The Journal of Health, Population and Nutrition
Vol. 38, No. 1, 2019, pp. 1-8
Bioline Code: hn19007
Full paper language: English
Document type: Report
Document available free of charge
The Journal of Health, Population and Nutrition, Vol. 38, No. 1, 2019, pp. 1-8
© Copyright 2019 - The Author(s)
Use and completion of partograph during labour is associated with a reduced incidence of birth asphyxia: a retrospective study at a peri-urban setting in Ghana|
Anokye, Reindolf; Acheampong, Enoch; Anokye, Judith; Budu-Ainooson, Amy; Amekudzie, Evelyn; Owusu, Isaac; Gyamfi, Naomi; Akwasi, Agyei Gyimah & Mprah, Wisdom Kwadwo
Background: Morbidity of birth asphyxia has been estimated to be 42 million disability-adjusted life years. The
study sought to assess the impact of the use and completion of partograph during labour on reducing birth
asphyxia at the St Anthony’s Hospital, Dzodze, in the Volta Region of Ghana.

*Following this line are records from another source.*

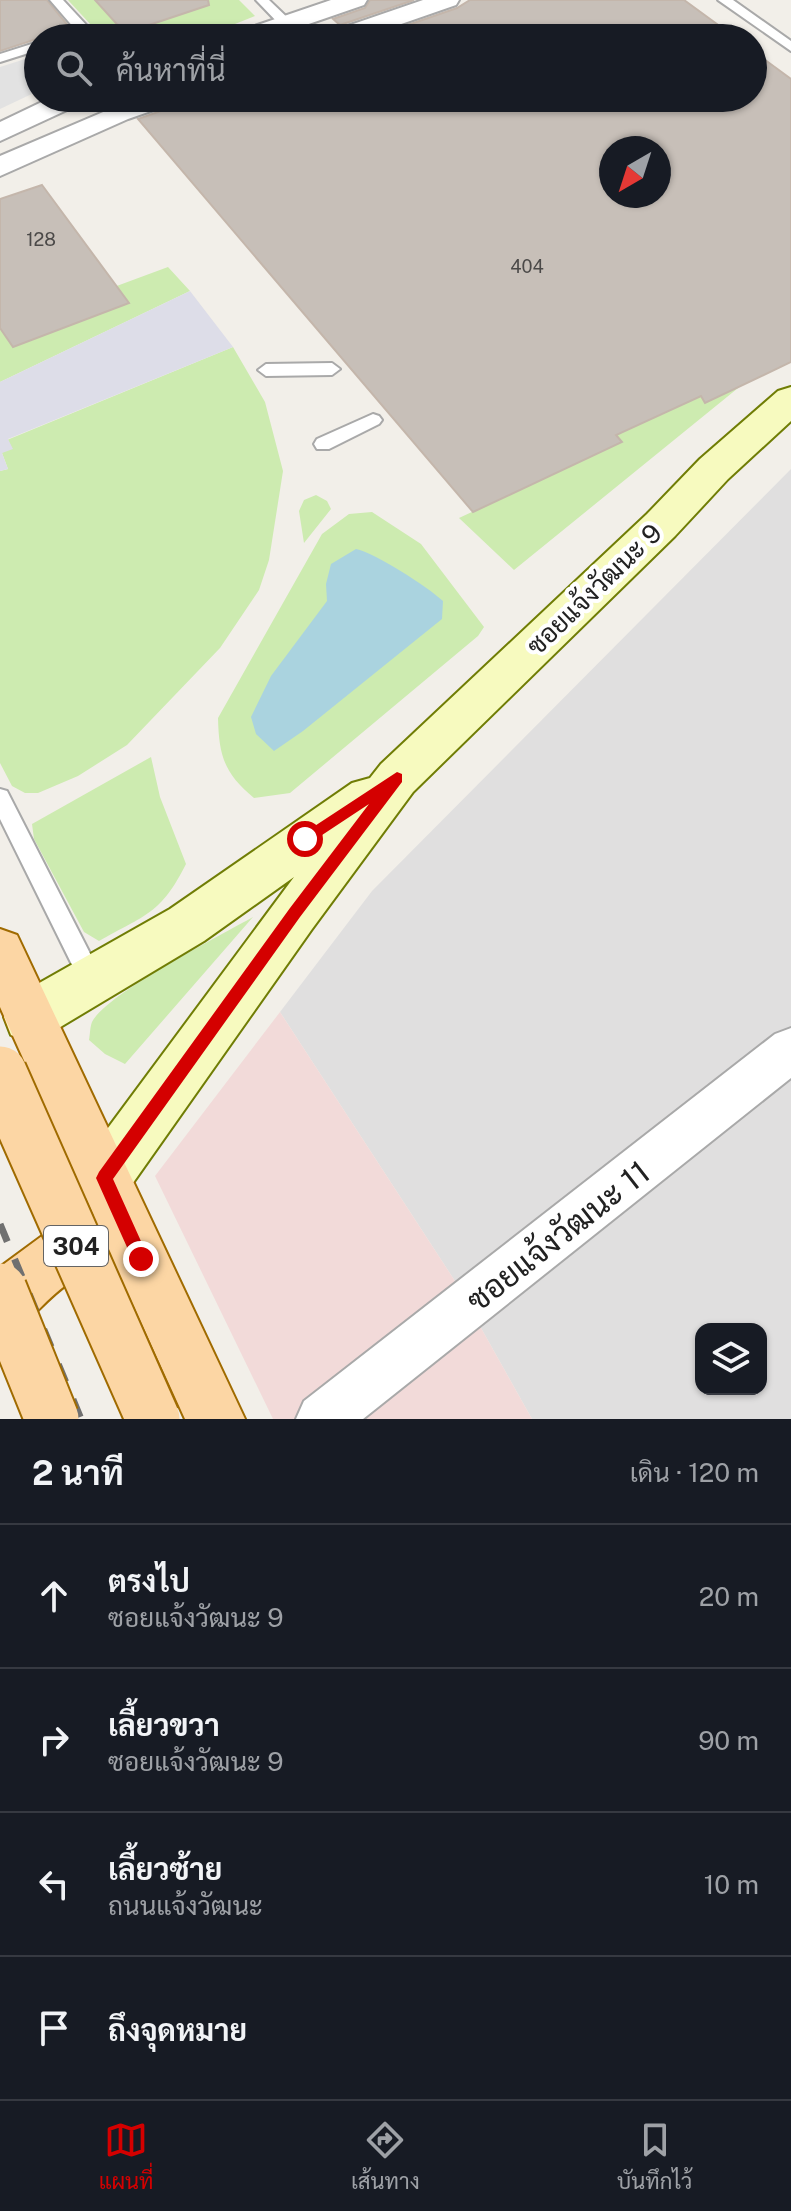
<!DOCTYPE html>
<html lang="th">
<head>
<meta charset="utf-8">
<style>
	:root { --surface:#171b24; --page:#20242c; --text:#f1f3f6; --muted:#9ea1a6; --line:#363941; --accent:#d40000 }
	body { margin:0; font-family:"Public Sans",Sarabun,sans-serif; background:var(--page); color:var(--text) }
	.controls { position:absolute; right:24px; bottom:24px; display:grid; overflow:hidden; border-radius:16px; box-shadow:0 2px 6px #0004 }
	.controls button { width:72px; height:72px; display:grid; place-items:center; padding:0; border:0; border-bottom:2px solid var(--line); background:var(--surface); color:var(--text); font:40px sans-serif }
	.compass { position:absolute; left:599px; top:136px; width:72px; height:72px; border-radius:50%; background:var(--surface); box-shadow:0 2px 6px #0004; rotate:219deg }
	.stop { position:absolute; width:24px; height:24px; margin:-18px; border:6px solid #d40000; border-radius:50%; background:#fff }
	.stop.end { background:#d40000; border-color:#fff; box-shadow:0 2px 8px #0008 }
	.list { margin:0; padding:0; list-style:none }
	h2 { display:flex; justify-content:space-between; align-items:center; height:104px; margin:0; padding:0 32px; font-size:34px }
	h2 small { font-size:26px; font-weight:400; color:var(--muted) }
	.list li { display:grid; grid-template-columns:52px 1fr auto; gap:24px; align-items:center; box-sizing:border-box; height:144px; padding:0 32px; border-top:2px solid var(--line) }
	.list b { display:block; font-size:30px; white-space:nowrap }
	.list p { margin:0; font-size:26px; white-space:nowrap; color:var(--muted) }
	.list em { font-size:26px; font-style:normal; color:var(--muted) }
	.icon { flex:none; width:44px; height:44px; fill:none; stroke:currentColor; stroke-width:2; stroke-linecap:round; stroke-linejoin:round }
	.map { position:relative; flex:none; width:791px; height:1419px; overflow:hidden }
	.search { position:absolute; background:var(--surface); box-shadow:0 2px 6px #0004; left:24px; right:24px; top:24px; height:88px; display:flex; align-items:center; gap:20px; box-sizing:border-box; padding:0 28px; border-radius:44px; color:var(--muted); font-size:30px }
	.sheet { height:680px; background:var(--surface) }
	nav { display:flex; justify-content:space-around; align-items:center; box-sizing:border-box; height:112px; border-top:2px solid var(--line); background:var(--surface); font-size:22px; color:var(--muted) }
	nav a { display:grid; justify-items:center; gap:4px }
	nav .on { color:var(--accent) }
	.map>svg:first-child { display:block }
	.residential { fill:#e0dfdf; fill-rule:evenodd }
	.commercial { fill:#f2dad9 }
	.grass { fill:#cdebb0 }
	.parking { fill:#e2e2e2 }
	.plaza { fill:#dddde8 }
	.water { fill:#aad3df }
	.building { fill:#c7bfb8; stroke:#c4b6ab; stroke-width:2; fill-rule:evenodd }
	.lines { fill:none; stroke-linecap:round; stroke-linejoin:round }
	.lane-casing { stroke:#a9a9a9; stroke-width:4 }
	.street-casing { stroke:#a9a9a9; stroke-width:4 }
	.secondary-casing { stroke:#707d05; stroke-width:4 }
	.primary-casing { stroke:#a06b00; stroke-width:4 }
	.lane { fill:#fff; fill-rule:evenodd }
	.street { fill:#fff; fill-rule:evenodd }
	.secondary { fill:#f7fabf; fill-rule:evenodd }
	.primary { fill:#fcd6a4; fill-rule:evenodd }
	.rail { stroke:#707070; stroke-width:7; stroke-dasharray:19 19; stroke-linecap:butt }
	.primary-bridge-casing { stroke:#a06b00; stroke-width:57; stroke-linecap:butt }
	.primary-bridge { stroke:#fcd6a4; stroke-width:53 }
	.route { fill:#d40000 }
	.labels { text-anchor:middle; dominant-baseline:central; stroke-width:8; stroke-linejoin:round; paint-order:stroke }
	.far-number-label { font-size:18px; fill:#4b4948 }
	.shield { fill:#fff; stroke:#646464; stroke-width:2 }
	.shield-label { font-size:24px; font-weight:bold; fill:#222 }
	.street-label { font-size:26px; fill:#222; stroke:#fff }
	.near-street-label { font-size:32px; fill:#222; stroke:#fff }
</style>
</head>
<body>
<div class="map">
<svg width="791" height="1419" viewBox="0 0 791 1419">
	<rect width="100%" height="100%" fill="#f2efe9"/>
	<path class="residential" d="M791,469V1419H532L453,1278L280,1012L372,891ZM701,1329H761V1389H701Z"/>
	<path class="commercial" d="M280,1012L453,1278L532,1419H273L155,1176Z"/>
	<path class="grass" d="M68,0H239L255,16L200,38H103Z
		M168,267L190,291L0,382V306L14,324Z
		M233,347L265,402L283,471L269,560L259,590L220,648L127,745L78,776L38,793H25L12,786L0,763V471L8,469L2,453L7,440Z
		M743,384L514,570L459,518L622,442L616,435L701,396L706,402Z
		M316,495L327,501L331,509L304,543L299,511L304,500Z
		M372,512L421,544L484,627L478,636L290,793L254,798C224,773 219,756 218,718L322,534L349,514Z
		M151,757L160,797L186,864C161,914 145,915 99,941L84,932L34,839L32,824Z
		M253,917L125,1064L105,1054L89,1040C90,1035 90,1027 92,1022C106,994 221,935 253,917Z"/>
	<path class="parking" d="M38,55V91L0,109V67Z"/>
	<path class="plaza" d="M190,291L233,347L8,439L13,449L2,453L8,469L0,471V382Z"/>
	<path class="water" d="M356,549C375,553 428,587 443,601L442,619L303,731L274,751L256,734L251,717L271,676L327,601L326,584L331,564Z"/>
	<path class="building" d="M0,0H47L70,28L0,51Z
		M95,0H208L209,5L125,33Z
		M370,0H414L340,25L333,19L365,8Z
		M470,0H684L736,38H370L457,8Z
		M753,51L791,79V362L705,403L701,396L616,435L622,442L473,512L138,119L172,107L183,98H753ZM611,148H659V196H611Z
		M42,185L129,303L13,347L0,328V199Z"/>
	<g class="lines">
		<defs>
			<path id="lane" d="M50,0H63L89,28V34L76,38H56L75,29Z
				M256,0H269L293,23L281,26Z
				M718,0H733L791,41V51Z
				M38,42V50L0,62V54Z
				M332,363L340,369L332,375L266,376L258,370L266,364Z
				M373,414L379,416L382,420L379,424L329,449H317L314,444L317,439Z
				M0,789L7,791L100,973L103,981L100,989L92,992L84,989L0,819Z"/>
			<path id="street" d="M331,0H367L364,5L268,38H230L234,33Z
				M423,0H459L456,5L361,38H323L327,33Z
				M50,98H84L80,104L0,141V122Z
				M136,98H175L171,104L128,119L0,176V156Z
				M791,1028V1078L363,1419H296L304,1401L775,1034Z"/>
			<path id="secondary" d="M791,387V421L728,479L675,536L413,792L312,929L123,1197L104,1205L85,1197L77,1178L85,1159L294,877L204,941L47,1035L29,1042L11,1035L4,1017L11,999L170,909L352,783L370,778L381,764L647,514L700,459L778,391Z"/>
			<path id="primary" d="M0,929L17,935L245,1419H185L116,1267C100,1274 84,1273 69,1283C43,1300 28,1327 0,1339V1267L42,1236L94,1216L0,1007Z"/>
		</defs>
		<use href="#lane" class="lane-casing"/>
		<use href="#street" class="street-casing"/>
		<use href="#secondary" class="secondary-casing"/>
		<use href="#primary" class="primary-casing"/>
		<use href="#lane" class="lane"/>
		<use href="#street" class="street"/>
		<use href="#secondary" class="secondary"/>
		<use href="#primary" class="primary"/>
		<path class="rail" d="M0,1224L81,1419"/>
		<defs>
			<path id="primary-bridge" d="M0,1073L153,1419
				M0,1290L52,1419"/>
		</defs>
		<use href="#primary-bridge" class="primary-bridge-casing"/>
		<use href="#primary-bridge" class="primary-bridge"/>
	</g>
	<path class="route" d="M397,772L402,774V782L300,917L113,1179L149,1259L147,1265L141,1268L135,1265L96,1178L99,1172L290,908L369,804L310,843H301V835Z"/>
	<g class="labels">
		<g class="far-number-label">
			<text x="41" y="239">128</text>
			<text x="527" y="266">404</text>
		</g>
		<rect class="shield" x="44" y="1226" width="64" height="40" rx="6"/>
		<g class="shield-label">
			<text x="76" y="1246">304</text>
		</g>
		<g class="street-label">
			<text transform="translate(594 589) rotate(-44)">ซอยแจ้งวัฒนะ 9</text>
		</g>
		<g class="near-street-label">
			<text transform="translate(558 1236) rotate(-38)">ซอยแจ้งวัฒนะ 11</text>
		</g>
	</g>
</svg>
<div class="controls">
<button><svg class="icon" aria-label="layers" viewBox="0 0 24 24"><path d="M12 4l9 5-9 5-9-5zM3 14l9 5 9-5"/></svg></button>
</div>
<svg class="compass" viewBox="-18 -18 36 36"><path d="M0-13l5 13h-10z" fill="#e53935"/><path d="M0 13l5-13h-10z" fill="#9ea1a6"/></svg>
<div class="stop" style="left:305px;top:839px"></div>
<div class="stop end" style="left:141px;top:1259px"></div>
<div class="search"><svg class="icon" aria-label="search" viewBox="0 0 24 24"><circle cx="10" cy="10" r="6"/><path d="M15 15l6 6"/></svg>ค้นหาที่นี่</div>
</div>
<section class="sheet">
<h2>2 นาที<small>เดิน · 120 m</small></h2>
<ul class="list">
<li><svg class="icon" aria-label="ahead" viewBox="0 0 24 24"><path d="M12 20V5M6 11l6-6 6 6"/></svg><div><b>ตรงไป</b><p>ซอยแจ้งวัฒนะ 9</p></div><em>20 m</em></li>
<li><svg class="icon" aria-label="right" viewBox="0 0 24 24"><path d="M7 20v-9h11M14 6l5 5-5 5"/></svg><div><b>เลี้ยวขวา</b><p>ซอยแจ้งวัฒนะ 9</p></div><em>90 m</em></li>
<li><svg class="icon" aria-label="left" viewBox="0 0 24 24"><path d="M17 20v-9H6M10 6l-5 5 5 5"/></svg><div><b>เลี้ยวซ้าย</b><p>ถนนแจ้งวัฒนะ</p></div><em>10 m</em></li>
<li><svg class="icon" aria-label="arrive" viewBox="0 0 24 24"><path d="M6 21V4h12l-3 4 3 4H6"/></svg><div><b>ถึงจุดหมาย</b></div></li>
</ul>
</section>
<nav>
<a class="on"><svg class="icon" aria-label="map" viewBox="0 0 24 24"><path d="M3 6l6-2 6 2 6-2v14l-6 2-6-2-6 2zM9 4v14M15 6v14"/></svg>แผนที่</a>
<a><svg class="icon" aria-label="directions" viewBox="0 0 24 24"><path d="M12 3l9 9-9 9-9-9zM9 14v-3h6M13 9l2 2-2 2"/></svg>เส้นทาง</a>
<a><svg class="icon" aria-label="saved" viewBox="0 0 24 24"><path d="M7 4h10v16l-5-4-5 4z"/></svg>บันทึกไว้</a>
</nav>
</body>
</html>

Methods: A retrospective study design using a quantitative approach was adopted for the study. A simple random
sampling technique was used to select a total of 200 folders of labouring women who were admitted and delivered at
St Anthony’s Hospital, Dzodze, between 1st May 2015 and 30th April 2016. A structured checklist, which was
developed by using labour and foetal monitoring parameters based on the standards of the World Health
Organization partograph usage, was used to review all the 200 existing maternal records.
Results: The findings revealed that partographs were used by midwives at St Anthony’s Hospital with the majority of
the maternal folders fully completed. The use and completion of partograph were found to be associated with less
non-asphyxiated birth outcomes. Labours which were monitored with partograph were 4.29 times less likely to result
in birth asphyxia [AOR (95% CI) 4.29 (1.35–14.81)], and those that were monitored with a completed partograph were
5.3 times less likely to result in birth asphyxia [AOR (95% CI) 5.31 (2.011–16.04)].
Conclusion: Midwives used partographs during labour at St Anthony’s Hospital. The use and completion of
partograph were significantly associated with a reduced incidence of birth asphyxia at the hospital. Birth asphyxia
could be reduced if partographs are used and completed by midwives during labour in all cases.